# 2008 Autotrail Preview Brochure



## andynkim (Apr 9, 2007)

Hi all
Although I have not posted up to know as I am waiting delivery of one of the first 2008 chyenne 660's I have been learning a lot from everyone for the expected delivery 1st week in october.
I have just noticed that there is know a brosure downloadable from the Autotrail site re the 2008 spec.

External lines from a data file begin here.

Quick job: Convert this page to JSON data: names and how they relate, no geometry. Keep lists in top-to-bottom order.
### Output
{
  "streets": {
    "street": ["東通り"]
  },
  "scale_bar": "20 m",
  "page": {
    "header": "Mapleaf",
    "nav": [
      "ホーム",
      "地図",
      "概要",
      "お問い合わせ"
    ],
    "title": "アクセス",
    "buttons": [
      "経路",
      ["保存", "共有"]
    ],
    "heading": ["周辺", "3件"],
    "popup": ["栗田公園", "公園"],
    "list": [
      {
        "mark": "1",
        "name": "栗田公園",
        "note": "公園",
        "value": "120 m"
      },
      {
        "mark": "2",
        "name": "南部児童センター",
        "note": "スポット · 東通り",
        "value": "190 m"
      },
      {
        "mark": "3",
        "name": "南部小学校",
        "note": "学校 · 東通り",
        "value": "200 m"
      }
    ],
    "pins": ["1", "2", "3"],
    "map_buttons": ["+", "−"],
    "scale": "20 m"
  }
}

Look here http://www.auto-trail.co.uk/2008/2008-newsletter.pdf

Thanks to everyone for all the usefull tips I have found on this site, I have not yet subscribed but will when I need to buy some insurance.

Cheers All Andy Penn


----------



## Chascass (May 10, 2007)

Hi Andy
It will be the best £10 you have spent if you subscribe, and I hope you are as pleased with your 660 as we are with our's

Chas


----------



## andynkim (Apr 9, 2007)

Hi Chas
As soon as I here that it is on its way from grimsby, I will be spending £10 and reaping the rewards.

Cheers Andy


----------



## 107216 (Sep 24, 2007)

I am desperate to get my hands on a preview of what Autotrail are doing for 2008, cant can you help me download from my computer "why i ask" can you help please? Harold.


----------



## themariners (Mar 11, 2007)

Hi Andypenn,

I would not hold your breath regarding delivery of your new Autotrail for the first week in October.

We have been waiting since August for our new Tracker which we was promised, the delivery date just keeps moving.

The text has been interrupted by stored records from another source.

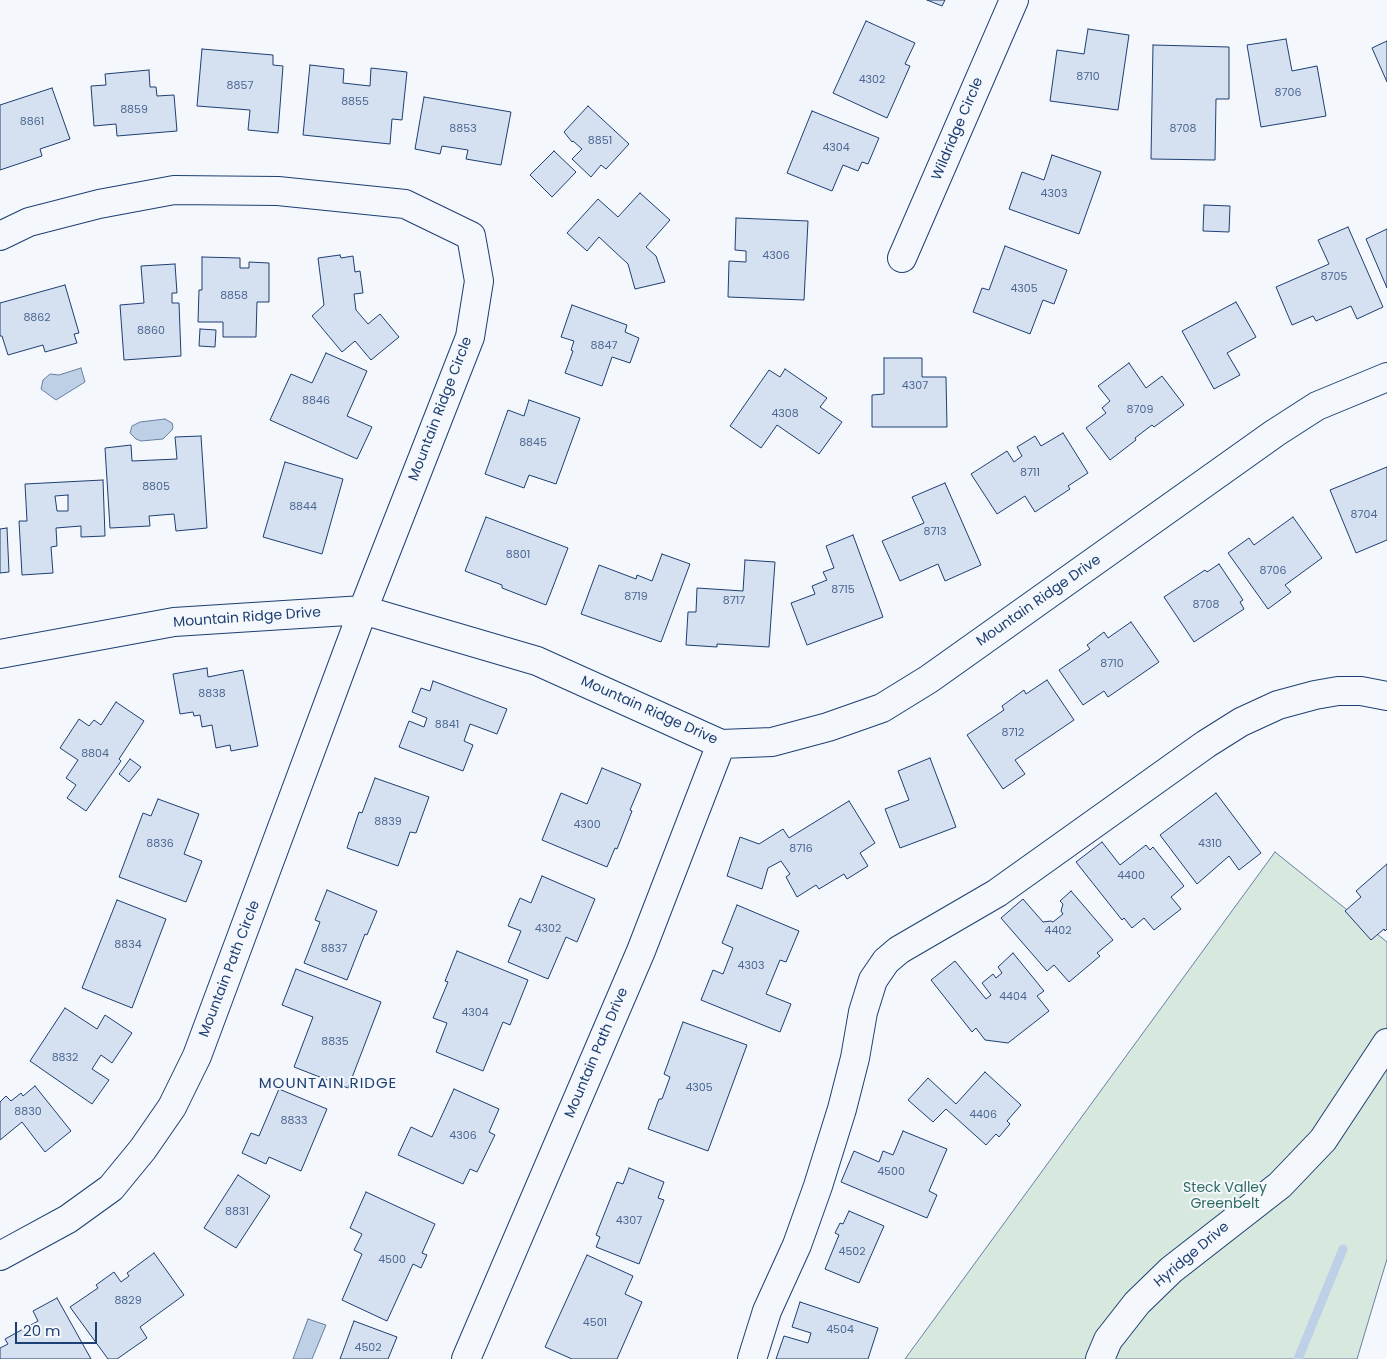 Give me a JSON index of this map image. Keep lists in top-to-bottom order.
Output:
{
  "streets": {
    "street": [
      "Wildridge Circle",
      "Mountain Ridge Circle",
      "Mountain Ridge Drive",
      "Mountain Path Circle",
      "Mountain Path Drive",
      "Hyridge Drive"
    ]
  },
  "crossings": [
    ["Mountain Ridge Circle", "Mountain Ridge Drive"],
    ["Mountain Ridge Circle", "Mountain Path Circle"],
    ["Mountain Ridge Drive", "Mountain Path Circle"],
    ["Mountain Ridge Drive", "Mountain Path Drive"]
  ],
  "districts": ["MOUNTAIN RIDGE"],
  "parks": ["Steck Valley Greenbelt"],
  "house_numbers": [
    "8710",
    "4302",
    "8857",
    "8706",
    "8855",
    "8859",
    "8861",
    "8853",
    "8708",
    "8851",
    "4304",
    "4303",
    "4306",
    "8705",
    "4305",
    "8858",
    "8862",
    "8860",
    "8847",
    "4307",
    "8846",
    "8709",
    "4308",
    "8845",
    "8711",
    "8805",
    "8844",
    "8704",
    "8713",
    "8801",
    "8706",
    "8715",
    "8719",
    "8717",
    "8708",
    "8710",
    "8838",
    "8841",
    "8712",
    "8804",
    "8839",
    "4300",
    "8836",
    "4310",
    "8716",
    "4400",
    "4302",
    "4402",
    "8834",
    "8837",
    "4303",
    "4404",
    "4304",
    "8835",
    "8832",
    "4305",
    "8830",
    "4406",
    "8833",
    "4306",
    "4500",
    "8831",
    "4307",
    "4502",
    "4500",
    "8829",
    "4501",
    "4504",
    "4502"
  ],
  "scale_bar": "20 m"
}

my husband has been in contact with the dealers today and they rang Autotrail for us, we have now been promised the 2nd week in October and it will be one of the first 2008 models so they tell us.

We only live 5 miles away from Autotrail Factory and when my husband was on the way to work he saw 5 Mecedes cabs been delivered there if you are having on of these you will probably be in luck.

Keep your fingers crossed and good luck to you.
Sue.


----------



## andynkim (Apr 9, 2007)

Hi Sue
I know what you mean it was originally expected at the beginning of sept, But I Emailed the Sales Manager at Autotrail Scott Stephens and he said it was on the production line and expected to be ready for delivery on the 5th oct so fingers crossed.

Andy


----------